On February 7, the House State Government committee passed HB 1888 (the bill to protect public employee birthdates from disclosure) with a bipartisan majority. After hundreds of union members rallied and urged their legislators to pass the bill, lobbyists for the newspapers and public employees came to a compromise. Under the current version of the bill, public employee birthdates would be exempted from disclosure to everyone except media organizations. This would give public employee birthdates the same protections that currently exist for law enforcement.
While the bill just cleared an important hurdle, it has a long way to go before becoming law. Lawmakers still need to hear from public employees.
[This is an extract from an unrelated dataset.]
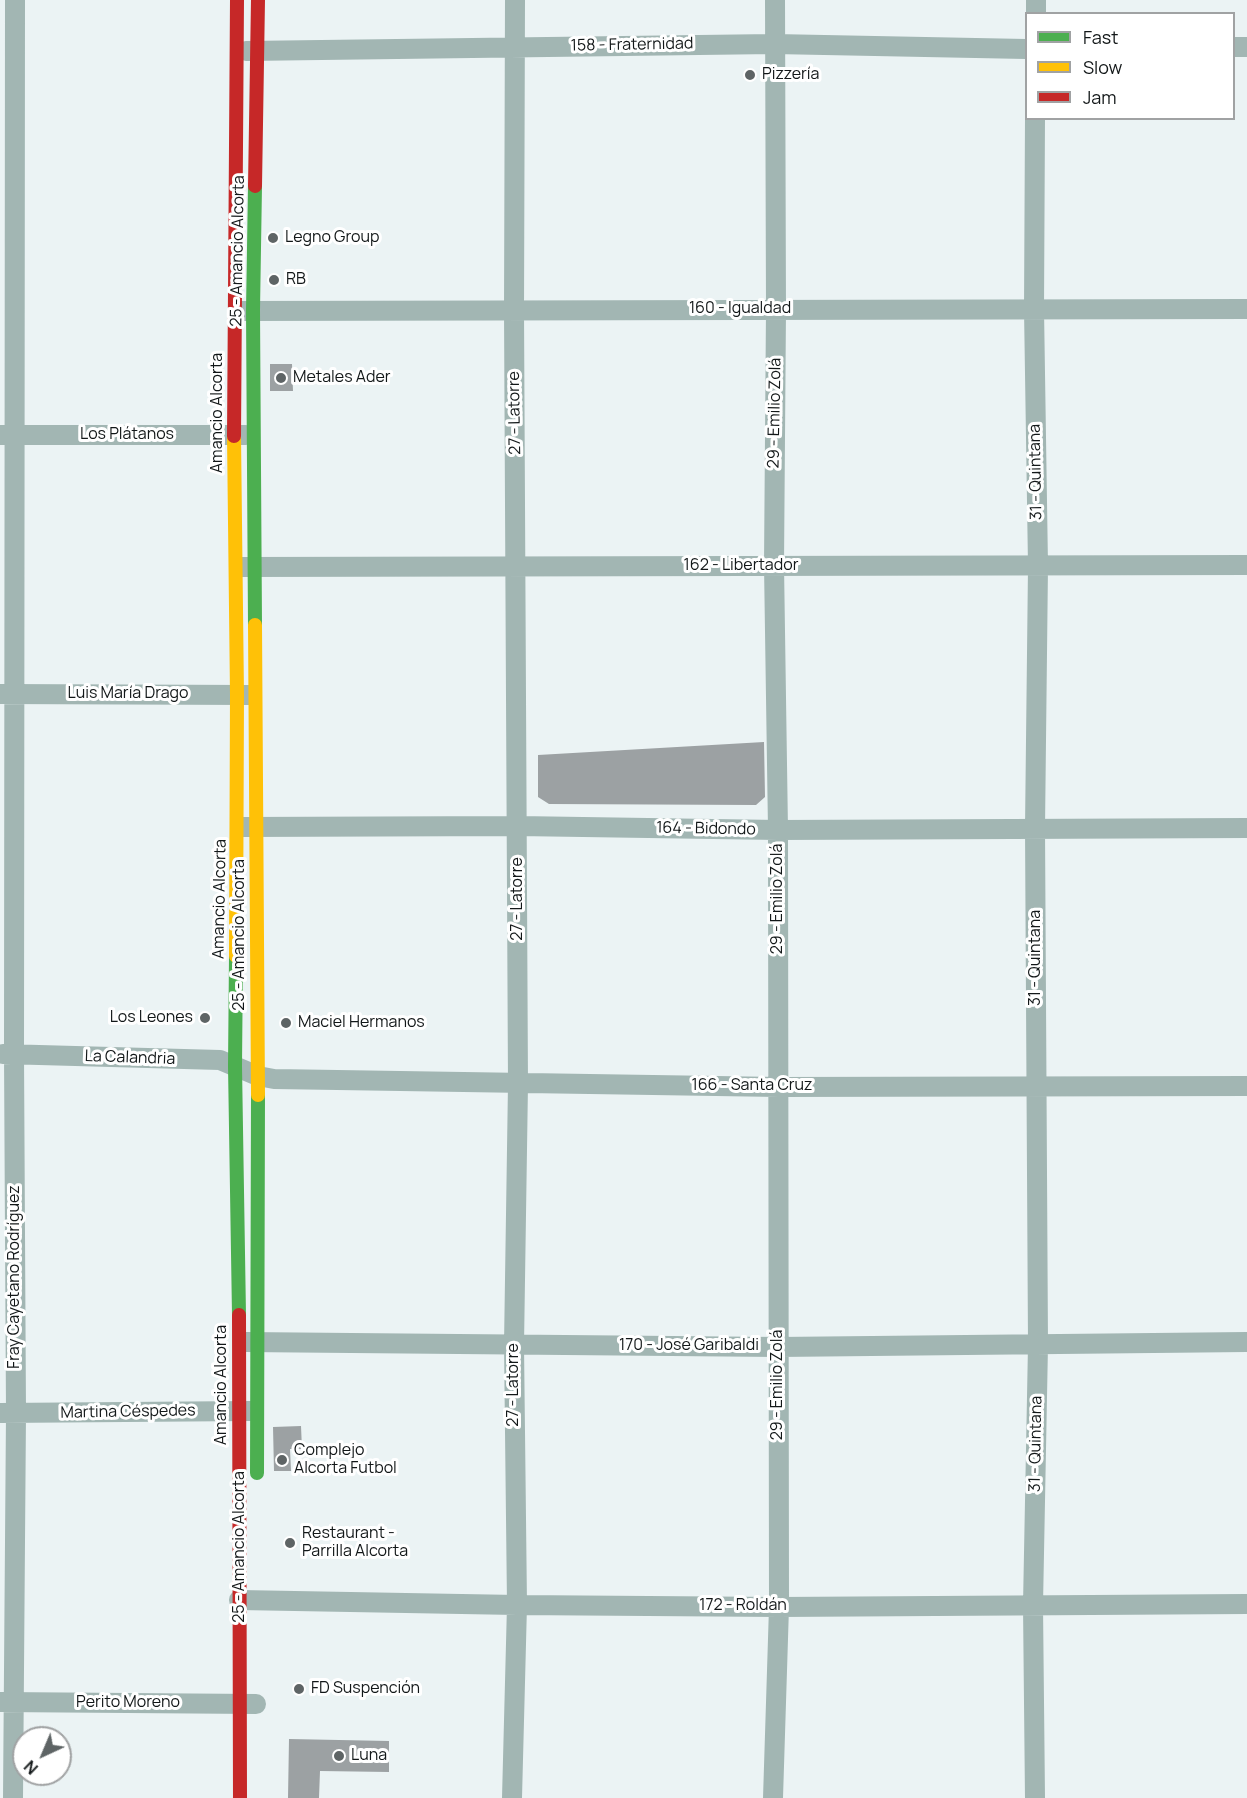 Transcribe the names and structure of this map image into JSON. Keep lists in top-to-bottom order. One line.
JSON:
{"streets":{"main road":["25 - Amancio Alcorta","Amancio Alcorta"],"street":["158 - Fraternidad","160 - Igualdad","27 - Latorre","29 - Emilio Zolá","Los Plátanos","31 - Quintana","162 - Libertador","Luis María Drago","164 - Bidondo","La Calandria","166 - Santa Cruz","Fray Cayetano Rodríguez","170 - José Garibaldi","Martina Céspedes","172 - Roldán","Perito Moreno"]},"crossings":[["158 - Fraternidad","25 - Amancio Alcorta"],["158 - Fraternidad","Amancio Alcorta"],["158 - Fraternidad","27 - Latorre"],["158 - Fraternidad","29 - Emilio Zolá"],["25 - Amancio Alcorta","160 - Igualdad"],["25 - Amancio Alcorta","Amancio Alcorta"],["25 - Amancio Alcorta","Los Plátanos"],["25 - Amancio Alcorta","162 - Libertador"],["25 - Amancio Alcorta","Luis María Drago"],["25 - Amancio Alcorta","164 - Bidondo"],["25 - Amancio Alcorta","La Calandria"],["25 - Amancio Alcorta","166 - Santa Cruz"],["25 - Amancio Alcorta","170 - José Garibaldi"],["25 - Amancio Alcorta","Martina Céspedes"],["160 - Igualdad","Amancio Alcorta"],["160 - Igualdad","27 - Latorre"],["160 - Igualdad","29 - Emilio Zolá"],["160 - Igualdad","31 - Quintana"],["Amancio Alcorta","Los Plátanos"],["Amancio Alcorta","162 - Libertador"],["Amancio Alcorta","Luis María Drago"],["Amancio Alcorta","164 - Bidondo"],["Amancio Alcorta","La Calandria"],["Amancio Alcorta","170 - José Garibaldi"],["Amancio Alcorta","Martina Céspedes"],["Amancio Alcorta","172 - Roldán"],["Amancio Alcorta","Perito Moreno"],["27 - Latorre","162 - Libertador"],["27 - Latorre","164 - Bidondo"],["27 - Latorre","166 - Santa Cruz"],["27 - Latorre","170 - José Garibaldi"],["27 - Latorre","172 - Roldán"],["29 - Emilio Zolá","162 - Libertador"],["29 - Emilio Zolá","164 - Bidondo"],["29 - Emilio Zolá","166 - Santa Cruz"],["29 - Emilio Zolá","170 - José Garibaldi"],["29 - Emilio Zolá","172 - Roldán"],["Los Plátanos","Fray Cayetano Rodríguez"],["31 - Quintana","162 - Libertador"],["31 - Quintana","164 - Bidondo"],["31 - Quintana","166 - Santa Cruz"],["31 - Quintana","170 - José Garibaldi"],["31 - Quintana","172 - Roldán"],["Luis María Drago","Fray Cayetano Rodríguez"],["La Calandria","166 - Santa Cruz"],["La Calandria","Fray Cayetano Rodríguez"],["Fray Cayetano Rodríguez","Martina Céspedes"],["Fray Cayetano Rodríguez","Perito Moreno"]],"places":["Pizzería","Legno Group","RB","Metales Ader","Los Leones","Maciel Hermanos","Complejo Alcorta Futbol","Restaurant - Parrilla Alcorta","FD Suspención","Luna"],"legend":["Fast","Slow","Jam"],"north":"bottom left"}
Learn more and send a message to your representatives at www.wpea.org/exposed.
Other good bills that are moving through the process:
House Bill 2654 will require community and technical colleges to report their finances in a standardized, transparent way. Too often, colleges make it difficult for their employees, unions, and the public to get a clear picture of the college finances. Obscuring college finances can lead to confusion around shortfalls and mistrust when fiscal crises happen (like the one at Wenatchee Valley College). A standardized reporting requirement will help build mutual trust and make sure that the public knows what’s happening with the colleges’ finances. The bill passed out of the House College and Workforce Development committee with a unanimous vote.
House Bill 1521 (the bill to increase accountability and transparency when agencies contract out state employee work) passed out of the House of Representatives. This bill requires state agencies and local governments to evaluate the cost of outsourcing work to private contractors, and to follow up to ensure contractors meet their obligations. It also calls for accountability if companies fail to perform their duties.